Chronique d’un voyage de reconnaissance (suite)

Chronique du 18 février

Stockholm et le Supermarket 08

Le Supermarket a débuté le jeudi 14 février pour se terminer le dimanche 17 février. Entre ces deux dates, nous aurons fait connaissance avec la quarantaine d’exposants provenant surtout de Suède et de Stockholm, mais également de Norvège, du Danemark, de Pologne, d’Ukraine, d’Allemagne, d’Angleterre, de New York et bien entendu de Montréal puisque le RCAAQ y disposait d’un kiosque au même titre que les autres exposants. Nous avons occupé cet espace avec une proclamation: “Bienvenue à Montréal en 2012! Welcome to Montréal in 2012! Ce qui laissait perplexes plusieurs des visiteurs de la foire, mais qui était une bonne occasion d’expliquer cette surprenante invitation. Nous y avons ajouté une oeuvre provenant d’une collection personnelle – en l’occurrence celle de Bastien Gilbert – soit un DVD de Gwenaël Bélanger de 23 secondes (Best of 2007), posée sur un socle blanc (voir photos). Seuls éléments de notre espace, à part nos paletots qu’il fallait toujours avoir sous la main, vu le froid constant qui nous assaillait puisque nous étions placés à l’entrée. Voisin d’ailleurs de quelques associations, dont KRO www.kro.se , acronyme pour Konstnärernas Riksorganisation (the Swedish Artist’s National Organisation), comptant plus de trois mille membres et éditeur d’une fort belle revue, Konstnären (The Artist). Nous avons également voisiné la NKF (Nordic Art Association Sweden) qui, en réalité, chapeaute les artisans des métiers d’art des pays nordiques ; nous étions face au chapitre de Suède. Un de leurs organisateurs, Peter Hellsing, a réalisé un intéressant site Internet www.nkf.se , très simple, mais qui pointe sur les centres d’artistes des pays nordiques, les résidences et autres réseaux. Son modèle : le Répertoire des centres d’artistes qu’il a découvert à Montréal, lorsqu’il est venu suivre un cours à l’été 2007 au Centre des textiles contemporains de Montréal. Oublions pour le moment le Sculptor’s Guild de New York qui ne se signalait pas particulièrement par la qualité de ses démonstrations…
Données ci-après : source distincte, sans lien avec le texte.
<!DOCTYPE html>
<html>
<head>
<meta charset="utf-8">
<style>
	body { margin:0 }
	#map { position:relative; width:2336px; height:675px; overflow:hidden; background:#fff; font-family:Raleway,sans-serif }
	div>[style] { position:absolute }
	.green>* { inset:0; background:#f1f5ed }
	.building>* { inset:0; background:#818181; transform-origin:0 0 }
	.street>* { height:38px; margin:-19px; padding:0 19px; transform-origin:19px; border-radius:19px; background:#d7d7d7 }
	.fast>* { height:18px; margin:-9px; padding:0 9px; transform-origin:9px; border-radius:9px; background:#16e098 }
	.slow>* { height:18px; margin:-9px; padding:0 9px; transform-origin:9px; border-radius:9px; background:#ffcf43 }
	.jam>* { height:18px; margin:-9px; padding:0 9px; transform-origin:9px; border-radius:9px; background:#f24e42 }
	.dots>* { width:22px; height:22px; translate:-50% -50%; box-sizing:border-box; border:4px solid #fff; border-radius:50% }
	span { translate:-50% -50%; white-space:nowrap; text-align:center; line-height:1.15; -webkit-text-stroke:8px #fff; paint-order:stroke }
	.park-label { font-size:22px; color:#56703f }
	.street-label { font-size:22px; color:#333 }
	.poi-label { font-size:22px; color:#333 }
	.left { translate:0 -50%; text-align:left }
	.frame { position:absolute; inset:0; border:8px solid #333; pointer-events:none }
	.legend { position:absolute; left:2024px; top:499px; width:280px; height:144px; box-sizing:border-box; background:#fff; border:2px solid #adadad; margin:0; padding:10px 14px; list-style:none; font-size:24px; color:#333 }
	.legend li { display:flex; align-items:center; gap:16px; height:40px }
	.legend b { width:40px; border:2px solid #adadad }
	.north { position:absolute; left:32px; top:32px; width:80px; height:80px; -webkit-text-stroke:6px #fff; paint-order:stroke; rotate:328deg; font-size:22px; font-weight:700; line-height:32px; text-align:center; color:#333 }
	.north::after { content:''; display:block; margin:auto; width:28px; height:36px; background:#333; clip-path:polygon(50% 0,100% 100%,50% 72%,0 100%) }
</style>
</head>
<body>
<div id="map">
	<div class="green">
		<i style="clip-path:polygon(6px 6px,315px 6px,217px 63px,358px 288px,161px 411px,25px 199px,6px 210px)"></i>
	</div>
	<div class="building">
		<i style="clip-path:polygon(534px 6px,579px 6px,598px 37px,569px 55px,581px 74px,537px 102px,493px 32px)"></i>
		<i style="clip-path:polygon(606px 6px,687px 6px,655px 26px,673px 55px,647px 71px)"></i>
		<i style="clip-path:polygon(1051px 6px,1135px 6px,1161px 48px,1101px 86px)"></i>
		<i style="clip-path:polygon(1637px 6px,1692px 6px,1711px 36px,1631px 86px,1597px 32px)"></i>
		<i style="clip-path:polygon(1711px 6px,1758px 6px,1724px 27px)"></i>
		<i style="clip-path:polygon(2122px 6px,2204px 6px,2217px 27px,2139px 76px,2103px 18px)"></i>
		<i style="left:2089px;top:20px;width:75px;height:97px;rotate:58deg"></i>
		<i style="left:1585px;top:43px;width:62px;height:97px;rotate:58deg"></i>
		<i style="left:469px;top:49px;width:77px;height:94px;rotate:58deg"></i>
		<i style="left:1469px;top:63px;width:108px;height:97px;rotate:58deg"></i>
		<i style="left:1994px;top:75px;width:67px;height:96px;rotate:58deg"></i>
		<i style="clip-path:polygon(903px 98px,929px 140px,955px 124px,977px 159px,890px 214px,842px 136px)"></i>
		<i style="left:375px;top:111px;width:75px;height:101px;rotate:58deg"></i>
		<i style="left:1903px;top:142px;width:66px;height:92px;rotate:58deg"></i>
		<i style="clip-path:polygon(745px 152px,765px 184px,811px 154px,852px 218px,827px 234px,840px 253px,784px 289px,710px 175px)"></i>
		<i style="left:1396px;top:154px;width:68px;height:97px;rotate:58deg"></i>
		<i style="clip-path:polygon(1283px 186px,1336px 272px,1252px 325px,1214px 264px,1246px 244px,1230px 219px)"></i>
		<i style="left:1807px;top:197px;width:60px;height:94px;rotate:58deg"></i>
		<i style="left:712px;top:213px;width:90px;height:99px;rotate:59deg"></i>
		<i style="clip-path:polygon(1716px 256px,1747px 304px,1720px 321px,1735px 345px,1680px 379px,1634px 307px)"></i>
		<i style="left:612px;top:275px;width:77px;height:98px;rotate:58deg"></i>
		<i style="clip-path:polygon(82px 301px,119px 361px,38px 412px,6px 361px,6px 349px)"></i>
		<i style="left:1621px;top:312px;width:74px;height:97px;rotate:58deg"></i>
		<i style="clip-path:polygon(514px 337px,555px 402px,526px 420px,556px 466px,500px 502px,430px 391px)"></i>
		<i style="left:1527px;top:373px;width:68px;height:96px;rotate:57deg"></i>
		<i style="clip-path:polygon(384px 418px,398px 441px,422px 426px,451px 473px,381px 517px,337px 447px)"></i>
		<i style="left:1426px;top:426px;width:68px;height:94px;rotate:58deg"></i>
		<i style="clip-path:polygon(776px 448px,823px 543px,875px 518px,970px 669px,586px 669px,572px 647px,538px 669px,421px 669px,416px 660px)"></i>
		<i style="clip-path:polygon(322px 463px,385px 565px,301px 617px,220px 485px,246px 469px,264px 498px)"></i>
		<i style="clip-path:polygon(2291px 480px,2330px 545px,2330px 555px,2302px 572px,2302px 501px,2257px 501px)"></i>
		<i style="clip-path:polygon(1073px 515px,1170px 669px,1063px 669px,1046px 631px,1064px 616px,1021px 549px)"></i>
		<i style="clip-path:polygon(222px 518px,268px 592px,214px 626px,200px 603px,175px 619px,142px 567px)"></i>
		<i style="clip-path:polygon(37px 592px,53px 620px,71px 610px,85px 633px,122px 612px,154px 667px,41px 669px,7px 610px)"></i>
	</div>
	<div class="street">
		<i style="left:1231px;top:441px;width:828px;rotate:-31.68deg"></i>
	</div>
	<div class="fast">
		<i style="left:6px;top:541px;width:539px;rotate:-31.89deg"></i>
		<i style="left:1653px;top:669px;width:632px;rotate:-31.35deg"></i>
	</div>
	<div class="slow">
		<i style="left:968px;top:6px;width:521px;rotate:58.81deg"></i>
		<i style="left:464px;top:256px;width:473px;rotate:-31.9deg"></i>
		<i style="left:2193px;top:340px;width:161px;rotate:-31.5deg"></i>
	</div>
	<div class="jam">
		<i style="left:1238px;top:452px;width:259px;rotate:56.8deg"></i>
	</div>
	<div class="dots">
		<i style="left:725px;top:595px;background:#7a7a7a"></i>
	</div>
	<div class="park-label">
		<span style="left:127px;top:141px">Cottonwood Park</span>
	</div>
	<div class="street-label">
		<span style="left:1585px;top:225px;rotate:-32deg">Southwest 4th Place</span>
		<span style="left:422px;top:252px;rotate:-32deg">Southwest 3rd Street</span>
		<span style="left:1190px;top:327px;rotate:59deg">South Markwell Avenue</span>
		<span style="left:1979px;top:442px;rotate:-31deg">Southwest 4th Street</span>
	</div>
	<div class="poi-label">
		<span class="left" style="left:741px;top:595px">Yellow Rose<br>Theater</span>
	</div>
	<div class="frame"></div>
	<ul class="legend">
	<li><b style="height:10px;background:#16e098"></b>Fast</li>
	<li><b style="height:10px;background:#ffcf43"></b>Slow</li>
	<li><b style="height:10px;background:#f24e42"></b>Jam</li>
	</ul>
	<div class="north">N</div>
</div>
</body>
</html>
L’intérêt de l’association KRO vient aussi du fait qu’elle fait partie d’une association parapluie, nommée KLYS, www.klys.se/english.htm , en anglais the Swedish Joint Committee for Artistic and Literary Professionals, qui regroupe dix-huit associations et 40 000 artistes, artisans, écrivains et autres travailleurs culturels. À la différence du Mouvement pour les arts et les lettres ou d’aucune de nos associations parapluie, comme la Coalition canadienne pour les arts par exemple, cette association a un membership qui couvre autant les industries culturelles que les secteurs sans but lucratif des arts et des lettres. Dans cet extraordinaire état providence suédois – modèle que nous cherchons tous à atteindre ! – le KLYS occupe une position éminente et efficiente dans une société où la place de chacun est soigneusement reconnue. Il ne nous fut pas possible malheureusement de les rencontrer : toute l’équipe était devant la Cour supême de Suède pour y défendre une cause étonnante qui a été présentée devant divers tribunaux depuis 2006 et qui a toujours été gagnante, celle de deux réalisateurs de films suédois qui poursuivent une chaîne de télévision, TV4, pour atteinte aux droits moraux, parce qu’on interrompt leurs films lors des présentations par de la publicité ! Une cause à suivre de près et qui fera peut-être boule de neige ( !) dans nos régions si dominées par d’envahissantes publicités.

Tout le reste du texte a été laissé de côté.